Нет, такая мать боролась бы как львица за своего львенка, за сына своего единородного, осужденного на жертвенное заклание, если бы она не считала жертву необходимой и окупающей страдания ее материнского сердца. Она читает страшные пророчества и стоически шепчет: «Да будет». Она чувствует уже лезвие меча, которое пронзит ее горячее сердце, и глядя в беспокойные глаза сына, жадно и смело устремленные в даль, она говорит почти беспечально: «Не я, но ты».

Много муки кроется под беспечальностью этой. Долго нельзя оторвать глаз от этого образа. С гордостью л умилением произносишь святое слово Мать.

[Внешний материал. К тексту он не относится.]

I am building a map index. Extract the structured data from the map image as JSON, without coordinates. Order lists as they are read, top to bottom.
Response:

А вот и сам маленький герой, сам Спаситель, который положит душу свою за други свои, который скажет человечеству: вот кровь моя и плоть моя, пейте и ешьте ради вашего возрождения, освобождения.

Этот, которому Иосиф–бесплодный и Мария–мать говорят «не я, но ты», — этот для себя ли живет?

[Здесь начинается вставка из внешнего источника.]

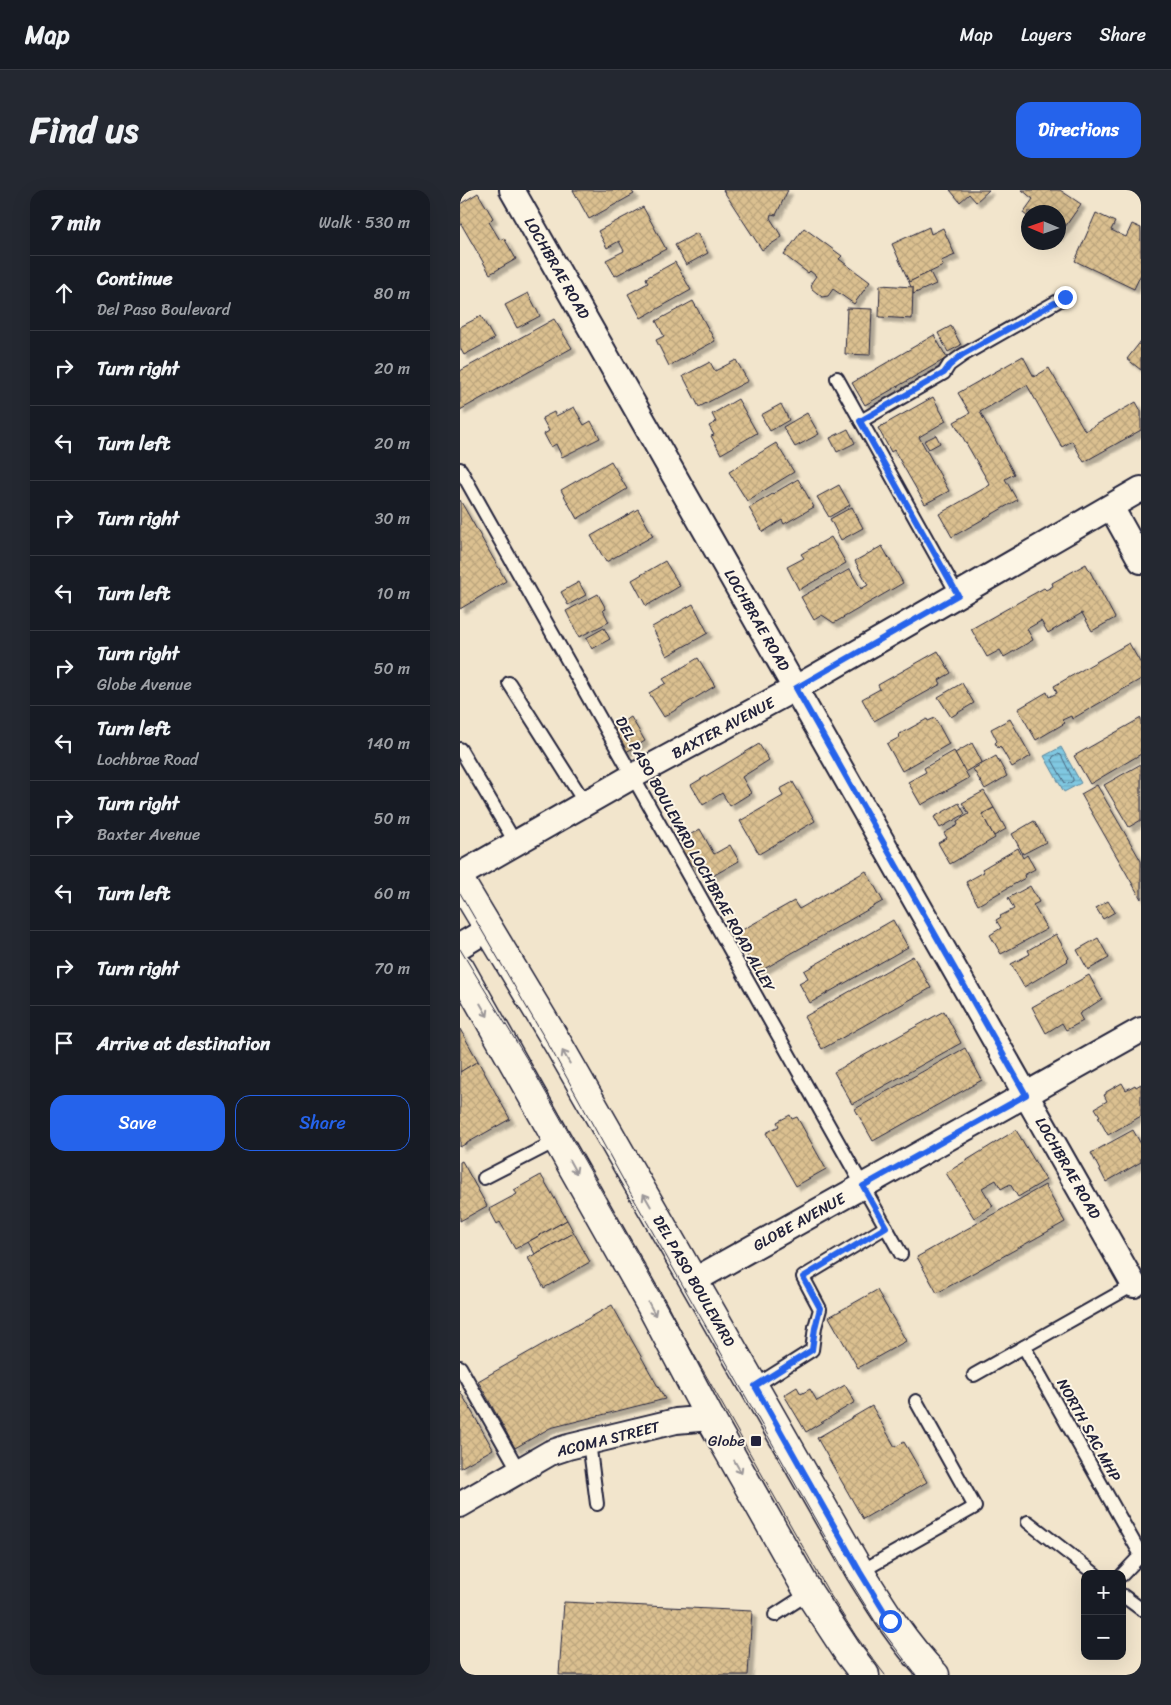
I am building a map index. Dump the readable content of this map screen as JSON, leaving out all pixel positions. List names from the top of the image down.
{
  "streets": {
    "main road": ["DEL PASO BOULEVARD"],
    "street": [
      "LOCHBRAE ROAD",
      "BAXTER AVENUE",
      "GLOBE AVENUE",
      "ACOMA STREET"
    ],
    "lane": ["DEL PASO BOULEVARD LOCHBRAE ROAD ALLEY", "NORTH SAC MHP"]
  },
  "crossings": [
    ["LOCHBRAE ROAD", "BAXTER AVENUE"],
    ["LOCHBRAE ROAD", "GLOBE AVENUE"],
    ["BAXTER AVENUE", "DEL PASO BOULEVARD LOCHBRAE ROAD ALLEY"],
    ["DEL PASO BOULEVARD LOCHBRAE ROAD ALLEY", "GLOBE AVENUE"],
    ["GLOBE AVENUE", "DEL PASO BOULEVARD"]
  ],
  "places": {
    "transit": ["Globe"]
  },
  "north": "left",
  "page": {
    "header": "Map",
    "nav": ["Map", "Layers", "Share"],
    "title": "Find us",
    "buttons": [
      "Directions",
      ["Save", "Share"]
    ],
    "heading": ["7 min", "Walk · 530 m"],
    "list": [
      ["Continue", "Del Paso Boulevard", "80 m"],
      ["Turn right", "20 m"],
      ["Turn left", "20 m"],
      ["Turn right", "30 m"],
      ["Turn left", "10 m"],
      ["Turn right", "Globe Avenue", "50 m"],
      ["Turn left", "Lochbrae Road", "140 m"],
      ["Turn right", "Baxter Avenue", "50 m"],
      ["Turn left", "60 m"],
      ["Turn right", "70 m"],
      "Arrive at destination"
    ],
    "map_buttons": ["+", "−"]
  }
}
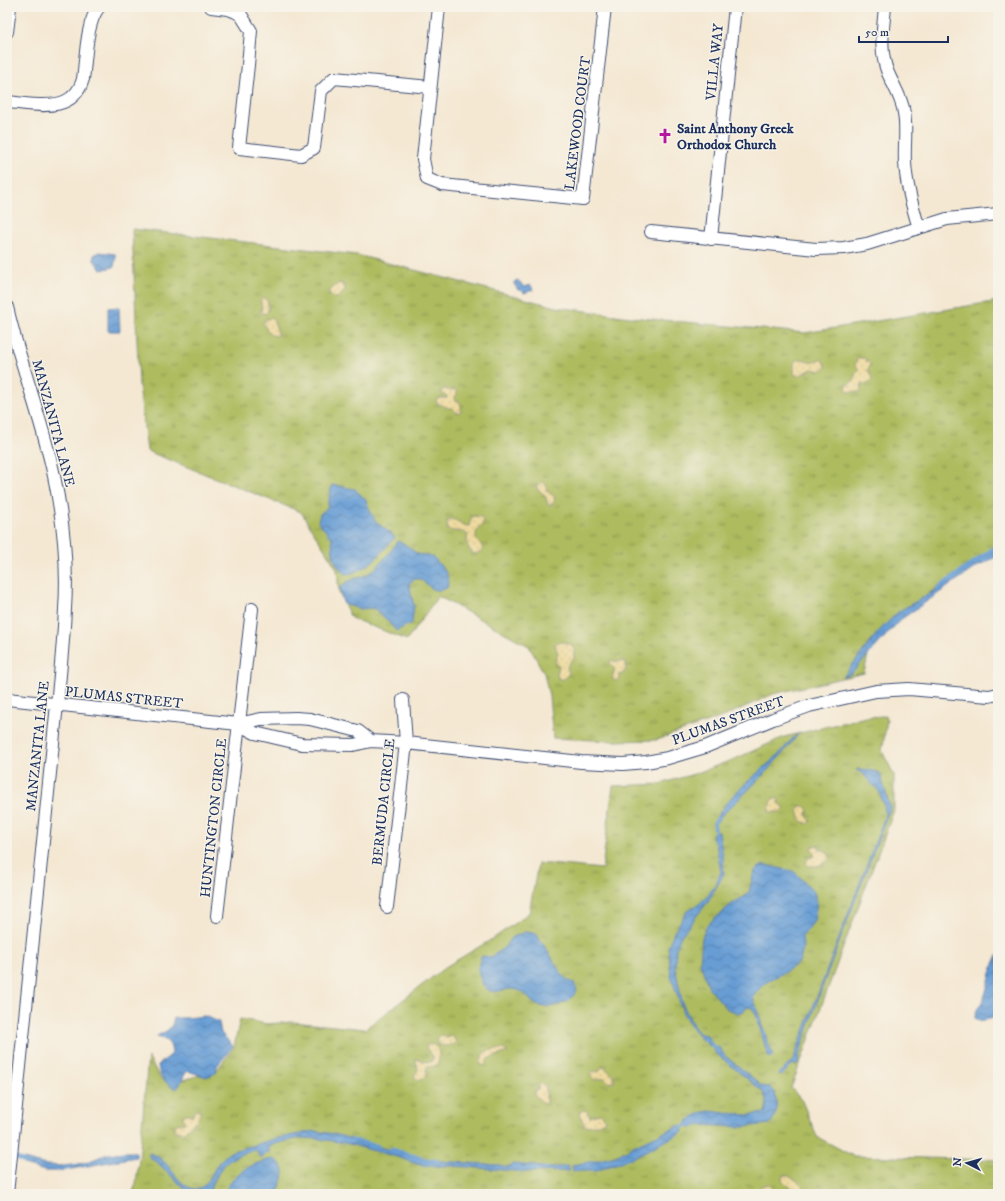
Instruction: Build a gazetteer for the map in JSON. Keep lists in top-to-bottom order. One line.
{"streets":{"street":["VILLA WAY","LAKEWOOD COURT","MANZANITA LANE","PLUMAS STREET","BERMUDA CIRCLE","HUNTINGTON CIRCLE"]},"crossings":[["MANZANITA LANE","PLUMAS STREET"],["PLUMAS STREET","BERMUDA CIRCLE"],["PLUMAS STREET","HUNTINGTON CIRCLE"]],"places":{"church":["Saint Anthony Greek Orthodox Church"]},"scale_bar":"50 m","north":"left"}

Мальчик с кудрявой головой глядит в сторону с пристальной и возбужденной внимательностью, вся поза его, полуподнятые сильные ручки и ножки, готовые шагнуть, говорят нам о захватывающем интересе, с каким следит маленький гений за развертывающимися перед ним горькими картинами судеб человеческих. Он весь поглощен другими, не собою, он позабудет себя или, вернее, будет помнить о себе лишь как о силе, могущей вмешаться в самую гущу жизни ради блага людей; он потеряет душу свою, дабы обрести ее, он скажет, что превыше всех законов стоит призыв: братья, любите друг друга.

Но видя, как сильные, хитрые, хищные стали поперек дороги любви, он обратится к ним с грозною речью, он подымет на них бич, изгоняющий из храма, он бросит им вызов, этот провозгласитель любви: «Не мир принес я миру, а меч».

Герой —это плод. Для него работают во тьме трудолюбивые корни. Для него с усилием подъемлется крепкий ствол, для него развертываются гибкие и сочные ветви, для него жадно пьют углекислоту зеленые листья, для него расцветают и зовут зоркостью красок, ароматом, сладостью меда гостей насекомых— посредников любви — нежные цветы; для него весь организм растения перерабатывает соки матери–земли и живительную энергию лучей отца–солнца, — и он наливается, плод, цель усилий, торжество жизни дерева. Но какую драгоценность таит он под золотой своей одеждой, в сердце сочного и благоуханного своего тела? что защищает он порою костяной бронею? — Зерно, семя. Но должен погибнуть плод, чтобы взросло новое дерево, совершеннейшее.

«Sic vos non vobis!»[52] — мог сказать латинский поэт не только овцам и пчелам, но и людям.

Мы не для себя? Конечно, потому, что мы, приходящие, смертные, по существу, в то же время строители вечного. Потому что мы временные выражения великой сущности — вида. И до высшей звучности и торжественности доходит великий лозунг, когда человек обращается с ним к Виду: «не я, но ты».

Значит ли это, что личность отвергает себя? не наоборот ли? Не находит ли, не утверждает ли? Так говорящие не отдаются ли борьбе, разрушению, строительству, в которых их силы развертываются с наибольшим богатством? Не дарит ли творчество для истории наивысшим счастьем? наиполнейшим сознанием себя? наироскошнейшим ощущением бытия?

Потерять так душу свою не значит ли обрести ее? «Ваш Вид, да еще с большой буквы, ваш Внук, ваш Дальний, все с больших букв — ведь это же идолы! Ваша молитва: не я, но ты, — ведь это же — рабство!» — так говорят нам индивидуалисты. Мы говорим на разных языках с ними. Но на том же языке, на каком беседует св. семейство Луки Синьорелли.